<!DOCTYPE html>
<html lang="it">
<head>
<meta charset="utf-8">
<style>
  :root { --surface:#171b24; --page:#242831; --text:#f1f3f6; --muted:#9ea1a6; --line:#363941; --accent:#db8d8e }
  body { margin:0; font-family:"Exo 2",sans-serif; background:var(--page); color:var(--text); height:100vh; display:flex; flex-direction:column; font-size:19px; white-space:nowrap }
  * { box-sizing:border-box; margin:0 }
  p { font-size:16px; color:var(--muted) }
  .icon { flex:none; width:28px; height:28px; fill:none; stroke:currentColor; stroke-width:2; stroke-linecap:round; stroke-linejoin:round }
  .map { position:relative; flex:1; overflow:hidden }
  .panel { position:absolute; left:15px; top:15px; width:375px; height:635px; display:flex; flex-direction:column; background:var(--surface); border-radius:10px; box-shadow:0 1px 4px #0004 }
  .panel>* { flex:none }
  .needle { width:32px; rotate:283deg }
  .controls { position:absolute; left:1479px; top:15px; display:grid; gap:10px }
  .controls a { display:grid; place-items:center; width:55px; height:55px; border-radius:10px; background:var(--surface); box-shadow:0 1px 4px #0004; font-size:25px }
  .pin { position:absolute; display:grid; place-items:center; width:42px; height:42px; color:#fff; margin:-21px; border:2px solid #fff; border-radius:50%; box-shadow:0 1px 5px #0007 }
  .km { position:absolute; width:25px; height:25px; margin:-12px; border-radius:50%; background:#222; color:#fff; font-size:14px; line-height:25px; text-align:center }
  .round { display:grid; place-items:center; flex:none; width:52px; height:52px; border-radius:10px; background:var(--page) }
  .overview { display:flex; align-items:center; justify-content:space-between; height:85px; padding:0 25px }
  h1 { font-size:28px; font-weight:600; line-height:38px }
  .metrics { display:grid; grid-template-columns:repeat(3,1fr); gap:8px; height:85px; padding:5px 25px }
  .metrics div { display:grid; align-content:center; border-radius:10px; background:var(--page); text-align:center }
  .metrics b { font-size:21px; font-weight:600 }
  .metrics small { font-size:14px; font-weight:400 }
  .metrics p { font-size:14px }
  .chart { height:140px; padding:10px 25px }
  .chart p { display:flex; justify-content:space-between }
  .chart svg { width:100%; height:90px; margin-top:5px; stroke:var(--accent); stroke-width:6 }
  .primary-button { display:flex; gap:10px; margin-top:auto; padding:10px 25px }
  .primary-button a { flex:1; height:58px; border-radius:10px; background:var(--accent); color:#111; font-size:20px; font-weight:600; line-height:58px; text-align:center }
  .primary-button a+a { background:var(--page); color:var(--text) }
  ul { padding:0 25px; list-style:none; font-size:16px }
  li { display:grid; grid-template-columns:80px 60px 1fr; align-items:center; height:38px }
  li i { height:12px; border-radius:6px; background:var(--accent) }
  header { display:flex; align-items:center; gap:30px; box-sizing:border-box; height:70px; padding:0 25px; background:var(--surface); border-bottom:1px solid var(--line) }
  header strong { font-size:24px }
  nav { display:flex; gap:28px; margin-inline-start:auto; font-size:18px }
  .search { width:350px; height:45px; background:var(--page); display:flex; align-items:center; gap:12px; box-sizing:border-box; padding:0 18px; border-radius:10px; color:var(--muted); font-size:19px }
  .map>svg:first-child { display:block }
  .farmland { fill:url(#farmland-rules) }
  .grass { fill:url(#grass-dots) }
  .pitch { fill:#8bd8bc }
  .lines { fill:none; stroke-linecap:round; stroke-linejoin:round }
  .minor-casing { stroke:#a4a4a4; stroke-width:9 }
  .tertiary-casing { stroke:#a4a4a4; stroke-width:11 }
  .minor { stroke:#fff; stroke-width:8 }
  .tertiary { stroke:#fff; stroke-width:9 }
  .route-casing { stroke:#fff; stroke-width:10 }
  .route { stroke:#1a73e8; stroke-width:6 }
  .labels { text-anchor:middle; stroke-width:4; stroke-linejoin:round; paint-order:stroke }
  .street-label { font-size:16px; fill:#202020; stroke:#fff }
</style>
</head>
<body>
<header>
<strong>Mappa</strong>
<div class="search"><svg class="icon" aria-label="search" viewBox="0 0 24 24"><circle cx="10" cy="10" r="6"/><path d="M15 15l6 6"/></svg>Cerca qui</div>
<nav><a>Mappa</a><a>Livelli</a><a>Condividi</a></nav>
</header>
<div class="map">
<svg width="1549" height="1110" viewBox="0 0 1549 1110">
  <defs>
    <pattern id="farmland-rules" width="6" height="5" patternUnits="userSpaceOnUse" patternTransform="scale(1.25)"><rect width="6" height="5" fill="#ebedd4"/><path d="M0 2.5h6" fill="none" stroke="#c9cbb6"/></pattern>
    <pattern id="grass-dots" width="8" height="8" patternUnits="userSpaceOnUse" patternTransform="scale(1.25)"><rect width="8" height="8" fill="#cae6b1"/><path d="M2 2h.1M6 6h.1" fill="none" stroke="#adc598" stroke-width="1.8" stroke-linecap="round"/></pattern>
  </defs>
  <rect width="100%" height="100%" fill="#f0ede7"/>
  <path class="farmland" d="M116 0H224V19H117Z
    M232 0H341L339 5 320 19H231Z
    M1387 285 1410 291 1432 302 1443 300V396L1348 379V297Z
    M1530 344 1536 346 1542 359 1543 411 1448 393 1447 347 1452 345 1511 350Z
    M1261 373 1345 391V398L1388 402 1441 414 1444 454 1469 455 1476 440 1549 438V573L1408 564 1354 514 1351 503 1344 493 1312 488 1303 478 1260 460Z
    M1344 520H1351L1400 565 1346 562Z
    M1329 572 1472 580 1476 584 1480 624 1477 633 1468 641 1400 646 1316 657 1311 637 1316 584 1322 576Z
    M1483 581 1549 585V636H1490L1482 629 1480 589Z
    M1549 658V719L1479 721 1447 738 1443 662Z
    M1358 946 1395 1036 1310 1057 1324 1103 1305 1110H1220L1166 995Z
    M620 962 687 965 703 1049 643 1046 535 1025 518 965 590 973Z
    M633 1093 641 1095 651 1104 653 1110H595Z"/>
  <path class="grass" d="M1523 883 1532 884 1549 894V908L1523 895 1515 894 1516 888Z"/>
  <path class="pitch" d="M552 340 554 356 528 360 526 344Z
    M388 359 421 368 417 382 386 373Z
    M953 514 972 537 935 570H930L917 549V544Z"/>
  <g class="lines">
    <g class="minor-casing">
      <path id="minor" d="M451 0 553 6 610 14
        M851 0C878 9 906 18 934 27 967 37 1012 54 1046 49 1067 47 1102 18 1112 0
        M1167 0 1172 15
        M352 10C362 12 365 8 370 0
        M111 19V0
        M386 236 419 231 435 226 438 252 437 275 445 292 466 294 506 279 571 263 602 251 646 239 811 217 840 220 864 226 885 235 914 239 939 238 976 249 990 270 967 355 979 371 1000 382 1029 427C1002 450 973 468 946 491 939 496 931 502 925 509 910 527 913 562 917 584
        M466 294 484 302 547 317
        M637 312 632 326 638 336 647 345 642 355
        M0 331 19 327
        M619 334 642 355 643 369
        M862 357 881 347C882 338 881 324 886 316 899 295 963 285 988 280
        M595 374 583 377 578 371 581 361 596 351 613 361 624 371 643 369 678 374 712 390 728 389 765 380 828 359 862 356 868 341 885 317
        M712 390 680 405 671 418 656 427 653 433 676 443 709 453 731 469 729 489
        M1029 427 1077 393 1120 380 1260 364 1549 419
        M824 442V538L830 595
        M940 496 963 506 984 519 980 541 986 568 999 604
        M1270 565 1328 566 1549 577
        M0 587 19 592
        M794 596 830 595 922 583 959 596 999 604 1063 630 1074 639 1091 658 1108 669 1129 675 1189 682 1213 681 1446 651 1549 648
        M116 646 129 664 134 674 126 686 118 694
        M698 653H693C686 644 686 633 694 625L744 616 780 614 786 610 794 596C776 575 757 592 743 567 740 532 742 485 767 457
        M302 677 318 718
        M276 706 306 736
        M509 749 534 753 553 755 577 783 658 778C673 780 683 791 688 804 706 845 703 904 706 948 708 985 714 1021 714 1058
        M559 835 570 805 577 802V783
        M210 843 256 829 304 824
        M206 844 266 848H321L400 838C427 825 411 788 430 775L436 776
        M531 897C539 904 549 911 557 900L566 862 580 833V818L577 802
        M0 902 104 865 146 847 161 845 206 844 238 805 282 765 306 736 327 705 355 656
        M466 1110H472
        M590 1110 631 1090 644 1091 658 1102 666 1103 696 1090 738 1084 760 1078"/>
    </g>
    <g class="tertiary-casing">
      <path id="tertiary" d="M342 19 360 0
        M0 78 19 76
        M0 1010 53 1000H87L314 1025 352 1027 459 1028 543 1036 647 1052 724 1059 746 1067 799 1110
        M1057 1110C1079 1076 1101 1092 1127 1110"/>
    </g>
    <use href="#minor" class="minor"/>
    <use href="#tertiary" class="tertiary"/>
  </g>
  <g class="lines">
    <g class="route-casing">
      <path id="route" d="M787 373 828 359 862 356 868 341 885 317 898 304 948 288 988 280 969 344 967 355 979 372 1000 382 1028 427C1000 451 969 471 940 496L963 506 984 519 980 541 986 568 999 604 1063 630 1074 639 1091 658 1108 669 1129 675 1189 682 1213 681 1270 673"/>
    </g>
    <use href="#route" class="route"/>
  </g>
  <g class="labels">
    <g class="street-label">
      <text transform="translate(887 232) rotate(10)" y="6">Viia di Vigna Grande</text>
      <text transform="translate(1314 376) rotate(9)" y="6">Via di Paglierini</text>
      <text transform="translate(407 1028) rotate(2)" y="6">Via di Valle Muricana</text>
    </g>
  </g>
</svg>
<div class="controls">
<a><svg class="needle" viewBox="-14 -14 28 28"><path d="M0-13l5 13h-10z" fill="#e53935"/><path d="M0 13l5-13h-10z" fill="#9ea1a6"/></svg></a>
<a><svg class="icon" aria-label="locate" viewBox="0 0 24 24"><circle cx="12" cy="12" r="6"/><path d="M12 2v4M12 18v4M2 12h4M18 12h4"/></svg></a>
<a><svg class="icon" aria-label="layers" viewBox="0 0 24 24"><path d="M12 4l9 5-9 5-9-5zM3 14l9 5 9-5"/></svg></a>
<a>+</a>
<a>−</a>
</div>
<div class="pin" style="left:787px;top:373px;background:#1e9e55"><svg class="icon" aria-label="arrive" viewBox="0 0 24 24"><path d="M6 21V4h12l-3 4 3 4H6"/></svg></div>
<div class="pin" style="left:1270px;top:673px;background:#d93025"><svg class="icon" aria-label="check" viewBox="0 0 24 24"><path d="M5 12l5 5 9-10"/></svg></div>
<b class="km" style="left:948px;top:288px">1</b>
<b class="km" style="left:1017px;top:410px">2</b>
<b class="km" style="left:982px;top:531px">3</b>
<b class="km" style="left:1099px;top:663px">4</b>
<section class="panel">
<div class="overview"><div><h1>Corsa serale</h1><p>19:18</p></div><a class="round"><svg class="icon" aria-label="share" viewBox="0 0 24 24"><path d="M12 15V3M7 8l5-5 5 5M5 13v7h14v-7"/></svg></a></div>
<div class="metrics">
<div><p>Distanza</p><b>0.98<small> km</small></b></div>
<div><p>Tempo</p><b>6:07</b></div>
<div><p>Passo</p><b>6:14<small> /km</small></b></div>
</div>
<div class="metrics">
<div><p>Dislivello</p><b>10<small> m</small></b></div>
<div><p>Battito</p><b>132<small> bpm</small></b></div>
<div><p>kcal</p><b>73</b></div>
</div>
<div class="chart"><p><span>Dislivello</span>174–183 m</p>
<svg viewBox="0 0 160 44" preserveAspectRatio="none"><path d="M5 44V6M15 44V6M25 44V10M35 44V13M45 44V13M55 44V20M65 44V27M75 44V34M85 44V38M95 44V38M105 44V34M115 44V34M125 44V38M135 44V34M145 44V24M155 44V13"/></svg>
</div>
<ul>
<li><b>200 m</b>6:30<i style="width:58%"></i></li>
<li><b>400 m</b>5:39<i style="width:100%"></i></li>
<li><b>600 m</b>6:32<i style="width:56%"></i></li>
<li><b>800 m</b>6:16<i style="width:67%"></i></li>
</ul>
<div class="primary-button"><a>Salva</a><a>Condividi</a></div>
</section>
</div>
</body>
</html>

> Exercise objective
Set down each line of the material verbatim, from the first line through the line that contains "height:140px; padding:10px 25px".

> Solution for this task
<!DOCTYPE html>
<html lang="it">
<head>
<meta charset="utf-8">
<style>
  :root { --surface:#171b24; --page:#242831; --text:#f1f3f6; --muted:#9ea1a6; --line:#363941; --accent:#db8d8e }
  body { margin:0; font-family:"Exo 2",sans-serif; background:var(--page); color:var(--text); height:100vh; display:flex; flex-direction:column; font-size:19px; white-space:nowrap }
  * { box-sizing:border-box; margin:0 }
  p { font-size:16px; color:var(--muted) }
  .icon { flex:none; width:28px; height:28px; fill:none; stroke:currentColor; stroke-width:2; stroke-linecap:round; stroke-linejoin:round }
  .map { position:relative; flex:1; overflow:hidden }
  .panel { position:absolute; left:15px; top:15px; width:375px; height:635px; display:flex; flex-direction:column; background:var(--surface); border-radius:10px; box-shadow:0 1px 4px #0004 }
  .panel>* { flex:none }
  .needle { width:32px; rotate:283deg }
  .controls { position:absolute; left:1479px; top:15px; display:grid; gap:10px }
  .controls a { display:grid; place-items:center; width:55px; height:55px; border-radius:10px; background:var(--surface); box-shadow:0 1px 4px #0004; font-size:25px }
  .pin { position:absolute; display:grid; place-items:center; width:42px; height:42px; color:#fff; margin:-21px; border:2px solid #fff; border-radius:50%; box-shadow:0 1px 5px #0007 }
  .km { position:absolute; width:25px; height:25px; margin:-12px; border-radius:50%; background:#222; color:#fff; font-size:14px; line-height:25px; text-align:center }
  .round { display:grid; place-items:center; flex:none; width:52px; height:52px; border-radius:10px; background:var(--page) }
  .overview { display:flex; align-items:center; justify-content:space-between; height:85px; padding:0 25px }
  h1 { font-size:28px; font-weight:600; line-height:38px }
  .metrics { display:grid; grid-template-columns:repeat(3,1fr); gap:8px; height:85px; padding:5px 25px }
  .metrics div { display:grid; align-content:center; border-radius:10px; background:var(--page); text-align:center }
  .metrics b { font-size:21px; font-weight:600 }
  .metrics small { font-size:14px; font-weight:400 }
  .metrics p { font-size:14px }
  .chart { height:140px; padding:10px 25px }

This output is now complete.